Не сумев сдержать слезы, она отвернулась, чтобы помешать мне их увидеть. Я быстро положил на стол сумму и, из вежливости, а также чтобы избавить ее от унижения, поместил поцелуй на ее губах, который только от нее зависело посчитать нежным. Мне бы хотелось, чтобы она восприняла мою сдержанность как уважение. Прощаясь с ней, я обещал вернуться в другой день, чтобы отдать дань уважения ее отцу, но я не сдержал слово.
Читатель увидит в свое время, в какой ситуации я увидел ее снова десять лет спустя. Что за размышления по выходе из этого дома! Что за школа! Размышляя о реальности и воображении, я отдал предпочтение последнему, поскольку первая зависит от него. В основе любви, как я узнал позже, лежит любопытство в соединении с предрасположением, которое природа должна была нам дать для самосохранения, и это все. Женщина, как книга, которую, хороша она или плоха, следовало бы начинать изучать с фронтисписа; если не интересно, желание ее читать не приходит, и это желание соответствует интересу, который она вызывает. Фронтиспис женщины также просматривается сверху вниз, как и у книги, и женские ноги, которые интересуют стольких мужчин, подобных мне, вызывают такой же интерес, как у книголюба – особенности издания книги. Большинство мужчин не сосредотачивает свое внимание на красивых ногах женщины, и большинство читателей не заботится о полиграфических особенностях. Таким образом, женщины правы, что так тщательно следят за своим лицом и одеждой, поскольку именно за счет этого они могут вызвать интерес к их прочтению у тех, кого с самого их рождения природа не объявила заслуживающими родиться слепыми. Но так же, как те, кто прочитал много книг, весьма заинтересованы читать новые, даже если они плохи, бывает, что человек, который любил многих красивых женщин, приходит, наконец, к тому, что интересуется некрасивыми, просто потому, что находит их новыми. Он видит накрашенную женщину. Краска бросается в глаза, но это его не отталкивает. Его страсть становится пороком, предлагая ему аргумент в пользу какого-то ложного фронтисписа. Может быть, думает он, книга не так уж плоха, и может быть, она не нуждается в этой странной маскировке.

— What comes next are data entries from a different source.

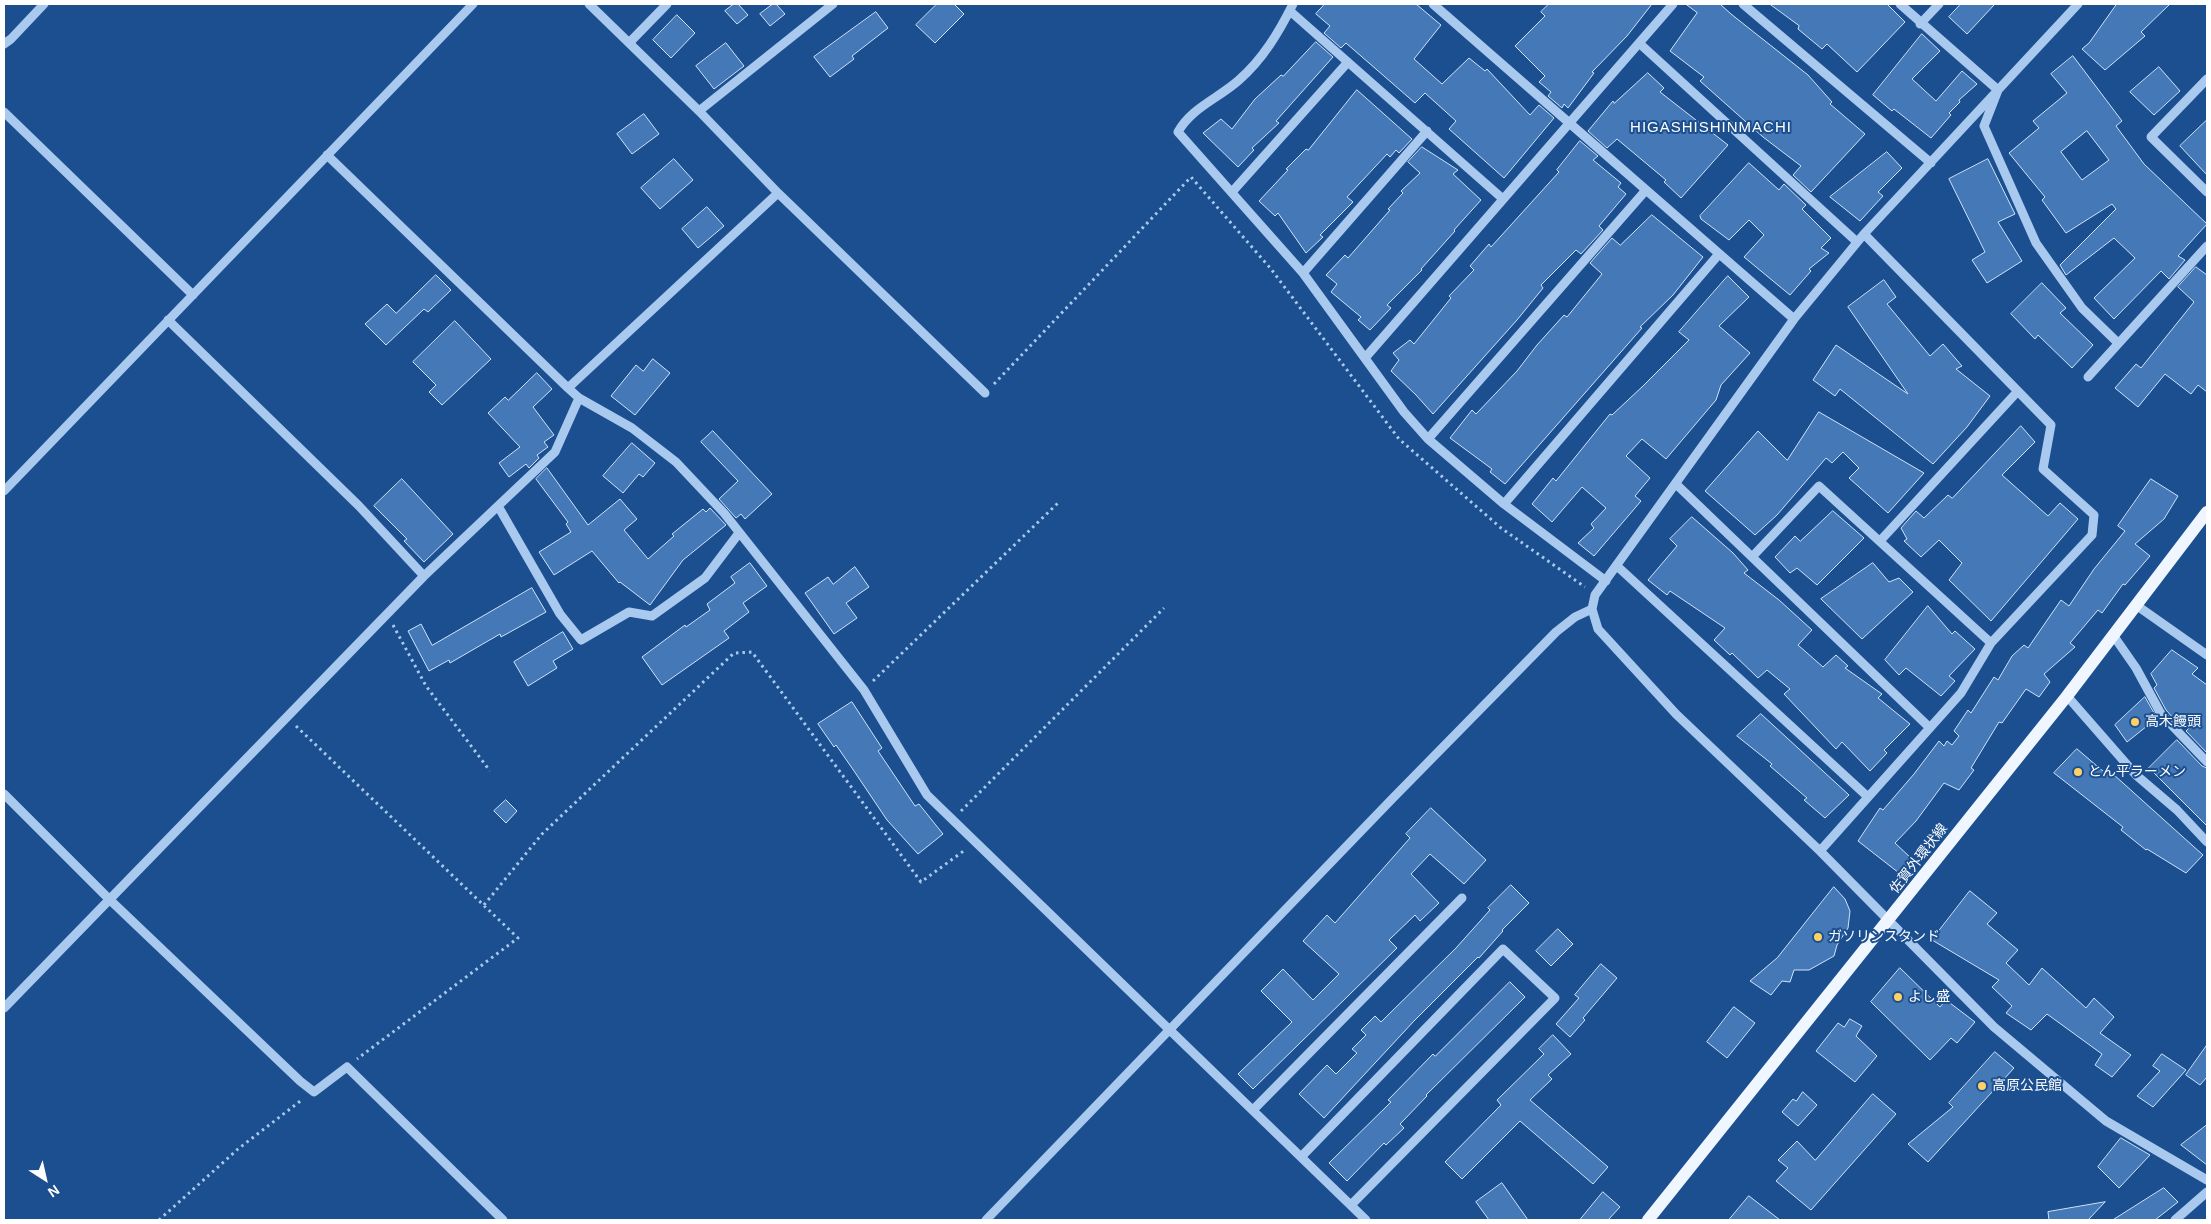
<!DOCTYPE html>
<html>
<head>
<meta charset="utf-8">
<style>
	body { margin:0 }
	#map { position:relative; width:2211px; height:1224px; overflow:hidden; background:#1b4f8f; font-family:Helvetica,sans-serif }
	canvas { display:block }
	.frame { position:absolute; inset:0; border:5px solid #fff; pointer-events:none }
	.north { position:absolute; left:20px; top:1154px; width:50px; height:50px; -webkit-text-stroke:4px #1b4f8f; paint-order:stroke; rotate:145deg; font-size:14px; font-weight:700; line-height:20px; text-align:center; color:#fff }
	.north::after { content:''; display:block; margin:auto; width:18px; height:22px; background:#fff; clip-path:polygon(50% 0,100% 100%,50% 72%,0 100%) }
</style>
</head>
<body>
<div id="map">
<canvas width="2211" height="1224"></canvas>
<div class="frame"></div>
<div class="north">N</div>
</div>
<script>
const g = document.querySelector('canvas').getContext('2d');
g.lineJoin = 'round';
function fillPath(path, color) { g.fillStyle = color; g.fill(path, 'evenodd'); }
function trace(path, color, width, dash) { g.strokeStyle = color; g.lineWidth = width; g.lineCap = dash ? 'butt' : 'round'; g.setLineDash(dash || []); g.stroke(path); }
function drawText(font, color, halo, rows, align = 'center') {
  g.font = font + ' Helvetica,"Noto Sans JP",sans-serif'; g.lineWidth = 4; g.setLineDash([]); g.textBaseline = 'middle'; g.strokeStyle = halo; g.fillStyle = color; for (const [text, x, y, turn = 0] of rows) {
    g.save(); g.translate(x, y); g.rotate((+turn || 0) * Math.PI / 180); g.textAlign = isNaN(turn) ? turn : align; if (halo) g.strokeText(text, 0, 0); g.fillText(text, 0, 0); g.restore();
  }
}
const building = new Path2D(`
	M 734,4 L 738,4 L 748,15 L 737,24 L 725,11 Z
	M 773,4 L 776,4 L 785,14 L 770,26 L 760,14 Z
	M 937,4 L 954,4 L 964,14 L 935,43 L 916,25 Z
	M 1325,4 L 1416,4 L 1441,25 L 1414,59 L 1442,84 L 1469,58 L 1485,71 L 1487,69 L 1530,115 L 1539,105 L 1554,118 L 1504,178 L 1449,129 L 1456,121 L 1425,93 L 1415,103 L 1346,43 L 1341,48 L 1324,33 L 1330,26 L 1316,14 Z
	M 1549,4 L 1652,4 L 1627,36 L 1592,72 L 1594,73 L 1568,108 L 1564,104 L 1562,108 L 1548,96 L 1551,92 L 1539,82 L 1545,76 L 1515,46 L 1545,16 L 1541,12 Z
	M 1686,4 L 1720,4 L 1731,14 L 1808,75 L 1832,102 L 1830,104 L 1865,134 L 1811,192 L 1793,175 L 1801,166 L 1763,137 L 1700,81 L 1704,77 L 1670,51 L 1697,13 Z
	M 1770,4 L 1887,4 L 1905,22 L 1857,72 L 1827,44 L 1822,49 L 1798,29 L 1799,26 Z
	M 1961,4 L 1995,4 L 1967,34 L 1949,17 Z
	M 2117,4 L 2170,4 L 2141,32 L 2145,36 L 2105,70 L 2082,49 L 2089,43 Z
	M 876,12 L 888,28 L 852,56 L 854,59 L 830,77 L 814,57 Z
	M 677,15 L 695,33 L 671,58 L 653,40 Z
	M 1922,34 L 1940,51 L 1912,79 L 1936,101 L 1962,71 L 1977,84 L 1959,100 L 1960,102 L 1949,113 L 1951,115 L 1931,138 L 1894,109 L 1892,111 L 1873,95 Z
	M 1316,42 L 1333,57 L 1276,121 L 1279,123 L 1252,148 L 1254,150 L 1238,167 L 1203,133 L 1221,119 L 1232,129 L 1255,99 L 1281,75 L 1283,76 Z
	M 726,43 L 744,66 L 714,89 L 696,66 Z
	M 2073,56 L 2122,121 L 2116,126 L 2144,164 L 2207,224 L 2178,256 L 2185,260 L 2169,279 L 2161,271 L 2114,319 L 2094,298 L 2135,258 L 2114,238 L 2066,275 L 2060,265 L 2116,209 L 2112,204 L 2066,233 L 2042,200 L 2045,197 L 2009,153 L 2039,128 L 2033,121 L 2067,93 L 2051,74 ZM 2087,131 L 2109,160 L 2082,180 L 2061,152 Z
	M 2159,67 L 2180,91 L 2154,115 L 2130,92 Z
	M 1648,73 L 1664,88 L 1660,92 L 1728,145 L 1681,198 L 1664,182 L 1666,180 L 1617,139 L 1607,148 L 1588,131 L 1613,101 L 1614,103 Z
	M 1357,90 L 1412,139 L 1399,153 L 1396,150 L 1390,157 L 1387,154 L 1347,197 L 1353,202 L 1320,235 L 1323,237 L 1306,253 L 1278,213 L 1275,216 L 1259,201 L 1288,170 L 1286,169 L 1306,149 L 1308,150 Z
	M 644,114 L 659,134 L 632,154 L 617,134 Z
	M 2207,120 L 2207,175 L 2180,146 Z
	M 1580,141 L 1598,156 L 1593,160 L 1621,183 L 1618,187 L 1626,194 L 1599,226 L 1603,230 L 1581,254 L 1576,250 L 1541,285 L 1543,288 L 1517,320 L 1433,414 L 1416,395 L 1391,371 L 1399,360 L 1393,353 L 1410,340 L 1414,344 L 1451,298 L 1449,296 L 1474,270 L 1470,266 L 1489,244 L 1491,247 L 1559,172 L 1557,170 Z
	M 1422,147 L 1458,170 L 1453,174 L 1481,200 L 1454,230 L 1455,231 L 1421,269 L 1422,270 L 1387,305 L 1391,308 L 1370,330 L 1358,320 L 1361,317 L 1331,292 L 1337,284 L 1326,275 L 1345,255 L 1348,258 L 1390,210 L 1388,209 L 1403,193 L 1401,191 L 1420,173 L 1408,162 Z
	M 1887,152 L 1902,168 L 1878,192 L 1883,196 L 1860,221 L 1830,197 Z
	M 674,159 L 693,180 L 660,209 L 641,188 Z
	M 1988,159 L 2015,214 L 1998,222 L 2022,261 L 1987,283 L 1972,260 L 1985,252 L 1949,179 Z
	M 1749,163 L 1779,190 L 1784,184 L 1806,205 L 1802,209 L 1831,238 L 1821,248 L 1829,253 L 1809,269 L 1811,271 L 1790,295 L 1744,257 L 1764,235 L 1749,220 L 1729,240 L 1701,219 L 1700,216 Z
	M 707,207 L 724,226 L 698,248 L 682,229 Z
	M 1652,215 L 1703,257 L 1673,295 L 1640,327 L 1642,328 L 1505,484 L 1490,472 L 1492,469 L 1450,438 L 1472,410 L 1476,414 L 1517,371 L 1537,345 L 1564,315 L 1567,317 L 1602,274 L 1590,263 L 1612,238 L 1620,245 Z
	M 2196,267 L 2207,275 L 2207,392 L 2198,385 L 2191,394 L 2165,374 L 2138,407 L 2115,388 L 2136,364 L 2141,368 L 2194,302 L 2178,287 Z
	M 436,275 L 451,290 L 428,312 L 424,309 L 386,345 L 365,324 L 387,304 L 396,313 Z
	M 1728,276 L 1749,297 L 1719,326 L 1750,353 L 1721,385 L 1716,400 L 1666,459 L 1642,439 L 1626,456 L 1650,478 L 1635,496 L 1641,501 L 1594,556 L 1578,543 L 1594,528 L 1591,524 L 1606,508 L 1582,487 L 1552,522 L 1532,504 L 1553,478 L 1556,481 L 1610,414 L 1612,415 L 1643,386 L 1689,340 L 1679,332 Z
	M 1884,280 L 1896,297 L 1887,304 L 1930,356 L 1943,344 L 1962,366 L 1956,369 L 1990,396 L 1967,427 L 1933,464 L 1840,389 L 1835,396 L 1813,380 L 1836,345 L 1908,394 L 1848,307 Z
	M 2042,283 L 2066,308 L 2060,313 L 2093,345 L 2072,368 L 2038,335 L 2035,339 L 2011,314 Z
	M 455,321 L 491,359 L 442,405 L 429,392 L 436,385 L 413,362 Z
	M 653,359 L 670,373 L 635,415 L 611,396 L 636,365 L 643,371 Z
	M 537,373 L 552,389 L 533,407 L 554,435 L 544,442 L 548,447 L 537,455 L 539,458 L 529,468 L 526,464 L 509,477 L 499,463 L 520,447 L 488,413 L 505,397 L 508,400 Z
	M 1819,412 L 1924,473 L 1888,513 L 1849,478 L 1859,468 L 1843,452 L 1832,463 L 1826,458 L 1777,515 L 1755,535 L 1705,491 L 1758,431 L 1787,460 Z
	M 2021,426 L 2035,442 L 2002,475 L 2048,516 L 2060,503 L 2078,519 L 1991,621 L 1949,580 L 1962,563 L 1939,540 L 1921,557 L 1904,541 L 1907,539 L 1901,528 L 1916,511 L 1924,518 L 1948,495 L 1952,498 Z
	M 713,431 L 772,494 L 745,519 L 741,514 L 736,518 L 719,499 L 738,481 L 701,442 Z
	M 632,443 L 655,463 L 643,477 L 639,474 L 623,493 L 603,476 Z
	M 547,468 L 588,525 L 620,499 L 637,519 L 624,530 L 648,559 L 674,536 L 672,534 L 703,509 L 706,512 L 710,508 L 726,525 L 683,560 L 650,605 L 620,582 L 619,583 L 592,551 L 554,575 L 539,552 L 571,532 L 566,524 L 568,522 L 536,479 Z
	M 402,479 L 453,534 L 424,562 L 404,541 L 407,539 L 374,506 Z
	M 2151,479 L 2178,496 L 2164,519 L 2135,544 L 2150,556 L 2125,585 L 2123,584 L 2102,613 L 2098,610 L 2070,643 L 2075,647 L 2044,674 L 2050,682 L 2039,697 L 2026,689 L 2002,723 L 1999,722 L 1971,768 L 1974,770 L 1959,790 L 1944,783 L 1916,821 L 1895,843 L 1912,859 L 1899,873 L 1858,841 L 1880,808 L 1883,810 L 1914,774 L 1939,741 L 1944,746 L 1947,741 L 1952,745 L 1959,736 L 1954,731 L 1968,710 L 1971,713 L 1994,677 L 1998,680 L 2012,656 L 2024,645 L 2028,648 L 2061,600 L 2069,606 L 2094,569 L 2125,531 L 2118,526 Z
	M 1833,511 L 1864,538 L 1817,585 L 1797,568 L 1790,573 L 1775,557 L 1795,536 L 1800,541 Z
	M 1692,517 L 1733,553 L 1748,570 L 1744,573 L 1779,600 L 1812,630 L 1798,645 L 1823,667 L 1836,655 L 1848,666 L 1845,668 L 1882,694 L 1878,698 L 1910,724 L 1884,750 L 1887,753 L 1870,771 L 1842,742 L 1836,749 L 1784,694 L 1790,689 L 1767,670 L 1758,678 L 1732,653 L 1730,655 L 1714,640 L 1725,628 L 1670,591 L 1667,595 L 1648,580 L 1677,546 L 1670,539 Z
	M 750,563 L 767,586 L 743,603 L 749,612 L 724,631 L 729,638 L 662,685 L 642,657 L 685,625 L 686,627 L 710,610 L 707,604 L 735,583 L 731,577 Z
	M 1873,563 L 1889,582 L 1899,578 L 1913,592 L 1862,639 L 1821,599 Z
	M 855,567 L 869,587 L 846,603 L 857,618 L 834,634 L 805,593 L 828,577 L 833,584 Z
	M 532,588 L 546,612 L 501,637 L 500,634 L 450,663 L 449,660 L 429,671 L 408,631 L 421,624 L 432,645 Z
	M 1928,606 L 1952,634 L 1955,631 L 1975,649 L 1949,676 L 1955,681 L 1941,696 L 1906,668 L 1899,675 L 1885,660 Z
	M 563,632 L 573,649 L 553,661 L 557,668 L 528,686 L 514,662 Z
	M 2172,650 L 2198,668 L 2192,674 L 2207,685 L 2207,753 L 2186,731 L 2191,726 L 2173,718 L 2166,710 L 2154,688 L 2157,685 L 2151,674 Z
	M 2145,697 L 2157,718 L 2127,742 L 2115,725 Z
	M 852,702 L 882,748 L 878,751 L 915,806 L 919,804 L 943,834 L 918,854 L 887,820 L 852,768 L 836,745 L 834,747 L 818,724 Z
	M 1761,714 L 1849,795 L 1825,818 L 1804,800 L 1807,798 L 1770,766 L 1772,764 L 1737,736 Z
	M 2177,740 L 2202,766 L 2207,768 L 2207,826 L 2149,768 Z
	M 2077,749 L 2110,777 L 2113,774 L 2203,855 L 2186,873 L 2147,849 L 2146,850 L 2121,830 L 2123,827 L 2054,773 Z
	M 506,800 L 517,811 L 506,823 L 494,811 Z
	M 1431,808 L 1486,860 L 1464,884 L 1430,854 L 1411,874 L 1439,903 L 1420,921 L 1415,915 L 1389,940 L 1397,948 L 1253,1089 L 1238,1074 L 1292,1022 L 1261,991 L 1283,969 L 1313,1000 L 1339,974 L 1303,941 L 1327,915 L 1335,923 L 1410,838 L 1406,834 Z
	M 1511,885 L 1529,903 L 1502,930 L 1503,931 L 1479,958 L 1478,957 L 1414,1021 L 1324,1118 L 1299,1094 L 1327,1065 L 1336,1074 L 1357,1053 L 1352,1049 L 1366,1035 L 1361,1030 L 1375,1016 L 1381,1022 L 1456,948 L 1490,910 L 1488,908 Z
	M 1834,887 L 1845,899 L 1850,911 L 1848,928 L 1837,945 L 1834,956 L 1809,970 L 1794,970 L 1790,982 L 1782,981 L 1771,995 L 1750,981 L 1777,958 Z
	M 1970,891 L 1997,913 L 1987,924 L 2018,950 L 2006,963 L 2029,985 L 2042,968 L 2086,1008 L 2094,998 L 2114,1017 L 2100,1033 L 2131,1055 L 2112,1077 L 2095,1065 L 2102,1054 L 2047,1014 L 2031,1030 L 2006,1013 L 2012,1006 L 1992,987 L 1999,980 L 1932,940 Z
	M 1558,929 L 1573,944 L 1551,966 L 1536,951 Z
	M 1601,964 L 1617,978 L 1583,1018 L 1585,1020 L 1570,1037 L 1556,1024 L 1579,998 L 1575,995 Z
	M 1900,968 L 1940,1007 L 1946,1000 L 1975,1022 L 1957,1043 L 1951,1038 L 1930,1060 L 1871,1002 Z
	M 1510,982 L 1525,997 L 1426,1095 L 1427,1096 L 1400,1124 L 1404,1128 L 1386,1145 L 1384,1143 L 1347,1181 L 1329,1163 L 1391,1102 L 1388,1100 L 1433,1054 L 1435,1056 Z
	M 1734,1007 L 1755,1023 L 1727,1058 L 1707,1042 Z
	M 1850,1019 L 1862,1026 L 1856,1036 L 1877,1056 L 1855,1082 L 1816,1051 L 1838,1023 L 1844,1027 Z
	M 1553,1035 L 1571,1054 L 1548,1075 L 1552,1079 L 1530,1100 L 1608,1167 L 1593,1184 L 1520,1121 L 1462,1179 L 1445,1162 L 1501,1105 L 1497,1100 L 1544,1054 L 1539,1049 Z
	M 2207,1045 L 2207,1077 L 2200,1085 L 2186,1075 Z
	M 1995,1052 L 2014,1068 L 1928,1162 L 1908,1144 L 1953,1107 L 1949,1103 Z
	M 2162,1054 L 2186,1070 L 2153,1107 L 2137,1096 L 2160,1071 L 2153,1066 Z
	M 1803,1092 L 1817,1105 L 1798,1126 L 1782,1112 L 1793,1099 L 1796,1101 Z
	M 1873,1094 L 1896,1114 L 1811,1210 L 1776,1181 L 1788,1168 L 1778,1160 L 1797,1141 L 1815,1160 Z
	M 2207,1125 L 2207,1165 L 2181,1145 Z
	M 2121,1138 L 2150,1155 L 2119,1188 L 2098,1167 Z
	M 1502,1183 L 1528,1220 L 1489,1220 L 1476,1202 Z
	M 2164,1188 L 2178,1202 L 2155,1220 L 2113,1220 Z
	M 1603,1192 L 1620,1207 L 1608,1220 L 1580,1220 Z
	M 1749,1196 L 1780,1220 L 1729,1220 Z
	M 2105,1202 L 2088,1220 L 2049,1220 L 2048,1212 Z`);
const path = new Path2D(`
	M 994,384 L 1191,177 L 1271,269 L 1399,439 L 1501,528 L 1585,587
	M 393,625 L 426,686 L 490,771
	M 873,681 L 1058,503
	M 296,726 L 518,938 L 357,1059
	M 961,811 L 1164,608
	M 484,905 L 542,834 L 734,653 L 752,652 L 921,882 L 965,850
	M 159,1220 L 238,1149 L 303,1099`);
const minor = new Path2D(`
	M 589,4 L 699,111 L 778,193 L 985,393
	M 1293,4 C 1279,32 1263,59 1239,80 C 1219,98 1191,108 1178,132 L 1303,273 L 1404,412 L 1428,439 L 1504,504 L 1606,581
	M 1433,4 L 1794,319
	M 1743,4 L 1931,163
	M 1900,4 L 1998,90 L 1984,126 L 2036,243 L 2082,308 L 2117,342
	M 2078,4 L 1864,234 L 1794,319 L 1595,595 L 1592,609 L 1598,629 L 1676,714 L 1820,851 L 1994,1027 L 2106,1121 L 2207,1180
	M 1290,11 L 1503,199
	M 1920,24 L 1939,4
	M 629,43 L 667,4
	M 1639,43 L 1857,242
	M 4,44 L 11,39 L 44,4
	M 2207,79 L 2151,137 L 2207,192
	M 699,111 L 833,4
	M 4,112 L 193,295
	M 327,155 L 568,388 L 579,398 L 632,428 L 676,462 L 724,513 L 864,690 L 927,795 L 1366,1220
	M 1232,192 L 1348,62
	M 1303,273 L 1427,131
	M 168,320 L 359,506 L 424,576
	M 1365,358 L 1673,4
	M 2088,377 L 2207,246
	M 568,388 L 778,193
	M 1428,439 L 1646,190
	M 1676,484 L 1752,557 L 1819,486 L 1991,643
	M 4,491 L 473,4
	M 1504,504 L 1719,254
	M 498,506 L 560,614 L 581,640 L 629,612 L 652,616 L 705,578 L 739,533
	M 1880,541 L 2018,391
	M 1752,557 L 1930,728
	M 1617,566 L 1868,797
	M 2136,605 L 2207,655
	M 2113,635 L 2136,668 L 2161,714 L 2207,762
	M 2067,696 L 2136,775 L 2177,810 L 2207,842
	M 4,794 L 109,899 L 300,1081 L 314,1092 L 347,1067 L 503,1220
	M 1820,851 L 1961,693 L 1991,643 L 2092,535 L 2094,515 L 2043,469 L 2051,425 L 1864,234
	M 4,1008 L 424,576 L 555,452 L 579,398
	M 1253,1110 L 1462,898
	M 1301,1157 L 1503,949 L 1555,998 L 1351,1205
	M 986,1220 L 1392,799 L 1556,632 L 1575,617 L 1592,609
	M 2175,1220 L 2207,1192`);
const major = new Path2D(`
	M 1648,1220 L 2067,696 L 2207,512`);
const markers = [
	[2135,722,5,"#ffd166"],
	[2078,772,5,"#ffd166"],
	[1818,937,5,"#ffd166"],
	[1898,997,5,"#ffd166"],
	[1982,1086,5,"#ffd166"]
];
const poiNames = [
	["高木饅頭",2145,722],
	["とん平ラーメン",2088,772],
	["ガソリンスタンド",1828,937],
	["よし盛",1908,997],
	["高原公民館",1992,1086]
];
const streetNames = [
	["佐賀外環状線",1919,859,-52]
];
const neighbourhoodNames = [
	["HIGASHISHINMACHI",1711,128]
];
fillPath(building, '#4478b7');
trace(building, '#cfe3fa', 1);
trace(path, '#a9c9ee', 3, [2.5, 4]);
trace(minor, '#a9c9ee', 9);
trace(major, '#f0f6ff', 12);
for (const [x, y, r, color] of markers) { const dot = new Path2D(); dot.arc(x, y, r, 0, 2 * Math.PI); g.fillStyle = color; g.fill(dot); trace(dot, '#1b4f8f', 2); }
drawText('14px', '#fff', '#1b4f8f', poiNames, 'left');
drawText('14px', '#fff', '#1b4f8f', streetNames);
g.letterSpacing = '1px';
drawText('15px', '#fff', '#1b4f8f', neighbourhoodNames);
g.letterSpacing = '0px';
</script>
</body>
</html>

Он пытается отойти от нее, он хочет ее пролистать, но не тут-то было, живая книга сопротивляется; она хочет, чтобы ее читали по порядку, и книгоман становится жертвой кокетства, монстра – преследователя всех, кто следует делам любви. Умный, который читал эти последние двадцать строк, что Аполлон вывел из-под моего пера, позволь сказать тебе, что если они оказались неспособны тебя разочаровать, ты человек потерянный, иными словами, ты будешь жертвой прекрасного пола до последней минуты своей жизни. Если это тебе не неприятно, прими мои поздравления.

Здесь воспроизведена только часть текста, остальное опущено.